NVIDIA / NeMo

A scalable generative AI framework built for researchers and developers working on Large Language Models, Multimodal, and Speech AI (Automatic Speech Recognition and Text-to-Speech)
https://docs.nvidia.com/nemo-framework/user-guide/latest/overview.html
Apache License 2.0
11.56k stars 2.42k forks source link

conv asr onnx export no signal length input #2317

Closed Slyne closed 2 years ago

Slyne commented 3 years ago

Describe the bug I'm trying to export Quartznet model to onnx by using asr_model.export() function. However, the generated onnx model doesn't have the input length as an input and it only has 'audio_signal'. Therefore after converting the onnx model to trt engine, I find the inference results have a WER much worse than inferencing using NeMo directly and the trt engine is vulnerable to different batch sizes. Could you help confirm whether this is a bug ?

I find that in conformer encoder, the input_example used to generate onnx model has input example length. However, in conv asr, there's only input example.

Steps/Code to reproduce bug

# generate calibrated model
python3 speech_to_text_calibrate.py --dataset=/raid/data/LibriSpeech/manifest.dev-other --asr_model=QuartzNet15x5Base-En 

# generate onnx model
python3 speech_to_text_quant_infer.py --dataset=/raid/data/LibriSpeech/manifest.dev-other --asr_model=QuartzNet15x5Base-En-max-256.nemo --onnx
# Got WER  10.7x%

python3 speech_to_text_quant_infer_trt.py --dataset=/raid/data/LibriSpeech/manifest.dev-other --asr_model=QuartzNet15x5Base-En-max-256.nemo --asr_onnx=./QuartzNet15x5Base-En-max-256.onnx --qat
# Got WER 11.x%

Expected behavior Expect the speech_to_text_quant_infer.py to have the same result as speech_to_text_quant_infer_trt.py

Environment overview (please complete the following information) nvcr.io/nvidia/pytorch:21.05-py3

titu1994 commented 3 years ago

I'm not very familiar with ONNX, @borisfom could you take a look at this ?

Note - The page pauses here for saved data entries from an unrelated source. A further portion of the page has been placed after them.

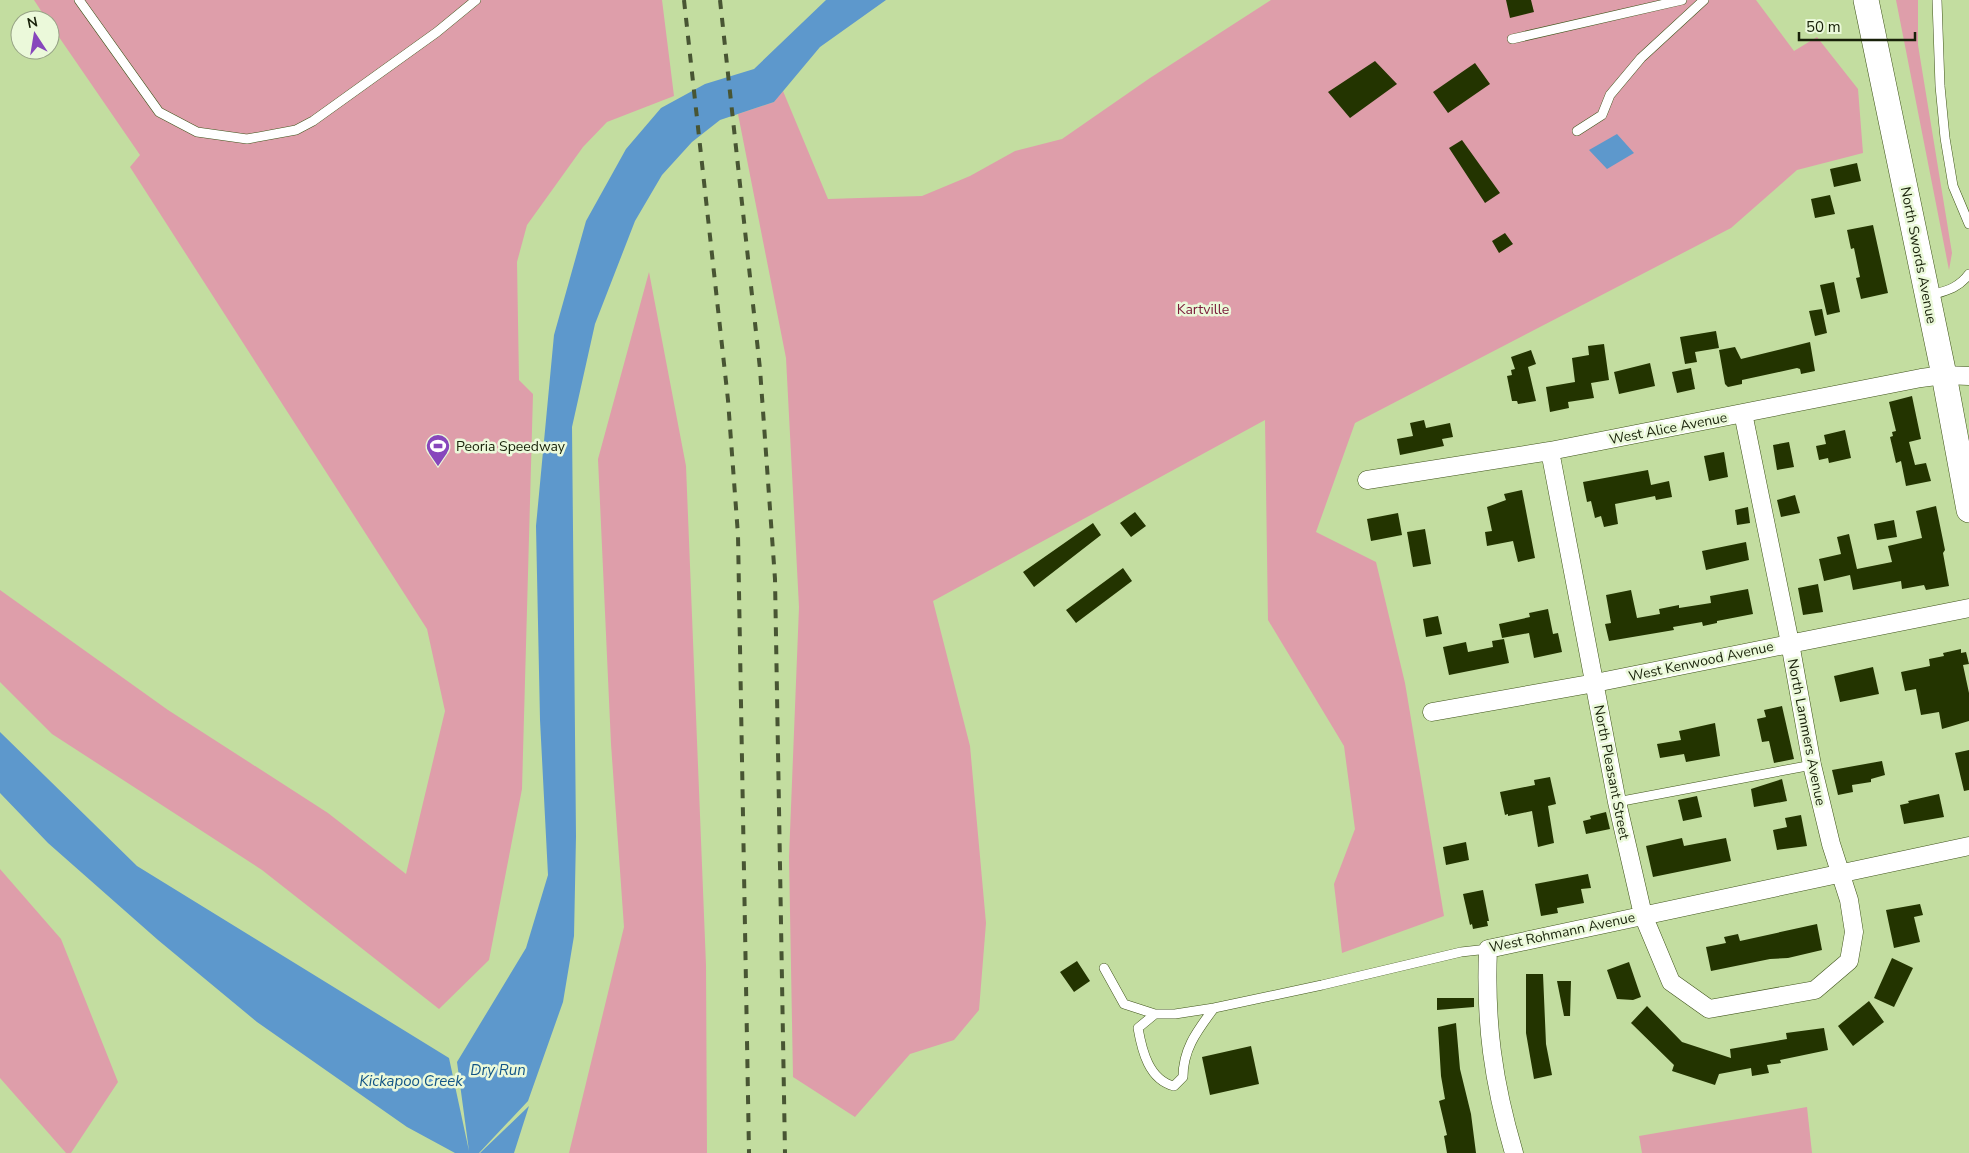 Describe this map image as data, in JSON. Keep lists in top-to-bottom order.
{
  "streets": {
    "street": [
      "North Swords Avenue",
      "West Alice Avenue",
      "West Kenwood Avenue",
      "North Lammers Avenue",
      "North Pleasant Street",
      "West Rohmann Avenue"
    ]
  },
  "crossings": [
    ["North Swords Avenue", "West Alice Avenue"],
    ["West Alice Avenue", "North Lammers Avenue"],
    ["West Alice Avenue", "North Pleasant Street"],
    ["West Kenwood Avenue", "North Lammers Avenue"],
    ["West Kenwood Avenue", "North Pleasant Street"],
    ["North Lammers Avenue", "North Pleasant Street"],
    ["North Lammers Avenue", "West Rohmann Avenue"],
    ["North Pleasant Street", "West Rohmann Avenue"]
  ],
  "water": ["Dry Run", "Kickapoo Creek"],
  "parks": ["Kartville"],
  "places": {
    "sports": ["Peoria Speedway"]
  },
  "scale_bar": "50 m",
  "north": "top"
} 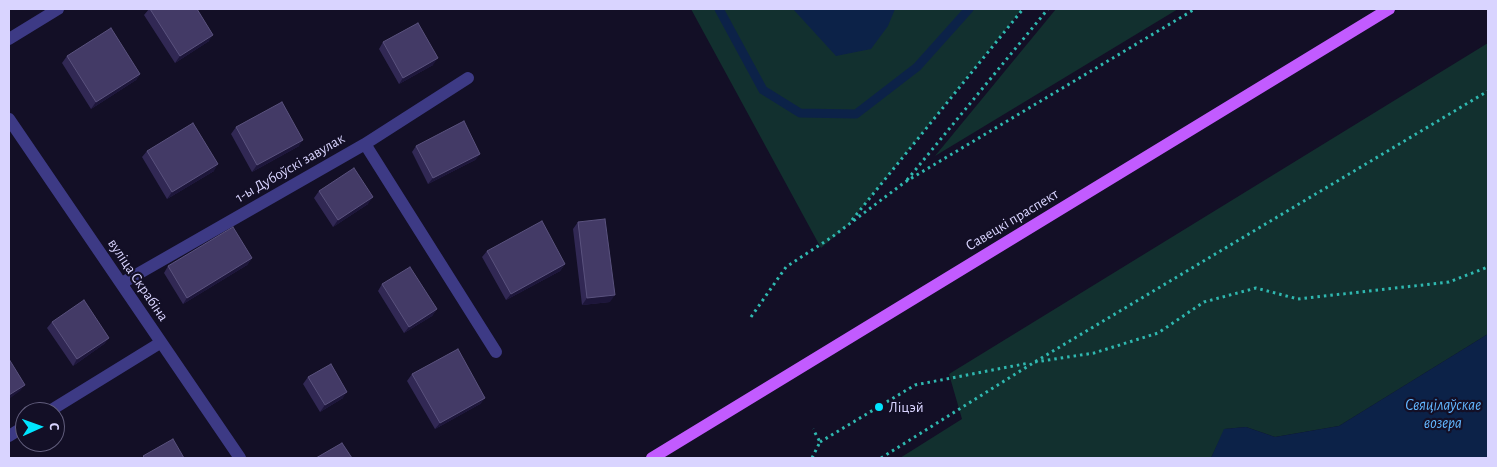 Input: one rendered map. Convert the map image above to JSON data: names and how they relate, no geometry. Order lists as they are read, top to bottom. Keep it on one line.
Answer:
{"streets":{"main road":["Савецкі праспект"],"street":["1-ы Дубоўскі завулак","вуліца Скрабіна"]},"crossings":[["1-ы Дубоўскі завулак","вуліца Скрабіна"]],"water":["Свяцілаўскае возера"],"places":["Ліцэй"],"north":"right"} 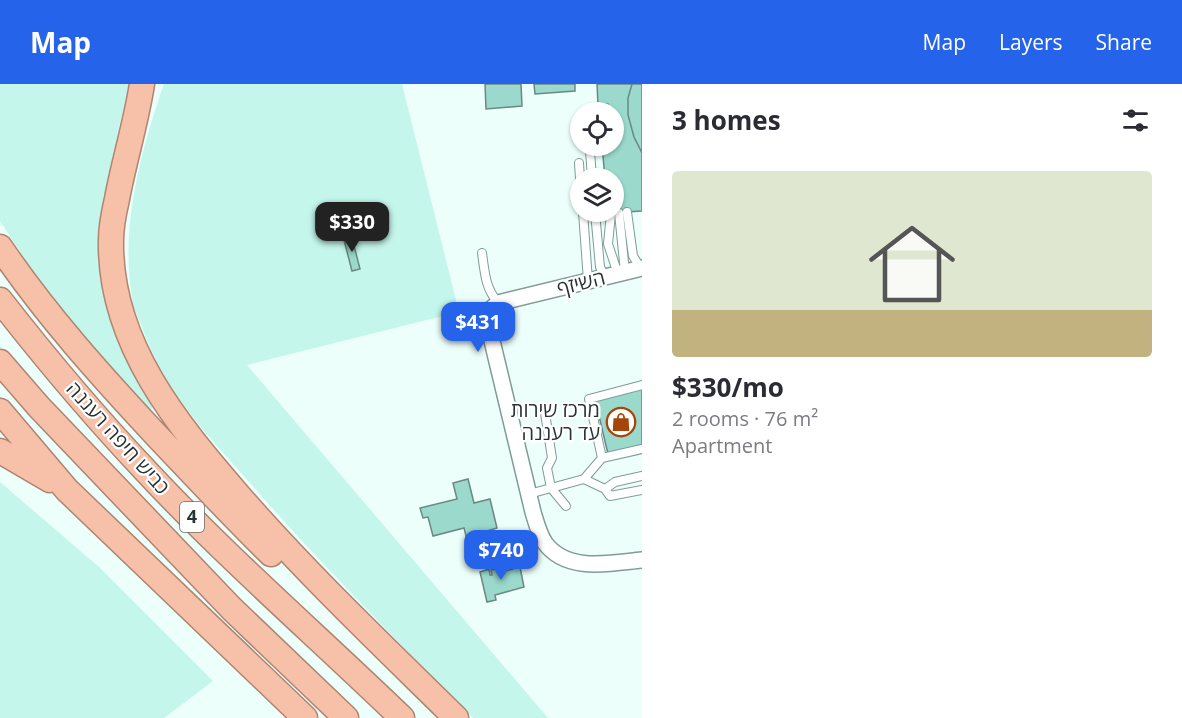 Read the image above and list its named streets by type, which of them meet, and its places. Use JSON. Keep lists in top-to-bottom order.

VahidooX commented 3 years ago

@borisfom would comment on the onnx export and why length is ignored. But AFAIK with QuartzNet you do not need to pass the lengths as they are not used at all in the forward pass (unless you enable the masked convolutions). You just need to mask-out the outputs in the decoding procedure. For Conformer, lengths are necessary as we need to mask the paddings in self-attention.

Slyne commented 3 years ago

@VahidooX I checked the config file for Quartznet and it uses conv_mask: True. It would be better to give users an option to decide whether to have input length or not.

Slyne commented 3 years ago

@borisfom Any update ?

Slyne commented 3 years ago

@titu1994 Do you mind I add seq length to

https://github.com/NVIDIA/NeMo/blob/7ef1782b94386629fbfafece72f618096c33a9f3/nemo/collections/asr/modules/conv_asr.py#L259

titu1994 commented 3 years ago

I don't know the impact this will have on downstream tools that require the onnx file in current format.

@borisfom please advise here

borisfom commented 3 years ago

@Slyne : the change needs to be more extensive QuartzNet removes masked convolutions for inference, and you would need to keep them, too : def _prepare_for_export(self, kwargs): m_count = 0 for m in self.modules(): if isinstance(m, MaskedConv1d): m.use_mask = False m_count += 1 Exportable._prepare_for_export(self, kwargs) logging.warning(f"Turned off {m_count} masked convolutions")

This has to be controlled by some other flag, not the main conv_mask - because there are currently many nets that do have this flag as True for training but do not need that for inference. For your local experiments, you can try hacking it out - please also note we originally had to use removal of masked convolutions to get the code exported in ONNX at all - that may have been fixed, but I did not check.

Slyne commented 3 years ago

@borisfom "This has to be controlled by some other flag, not the main conv_mask - because there are currently many nets that do have this flag as True for training but do not need that for inference."

Do you mean the sequence length will not affect the inference procedure for quartznet ? Or we can just trim the quartznet output by sequence length?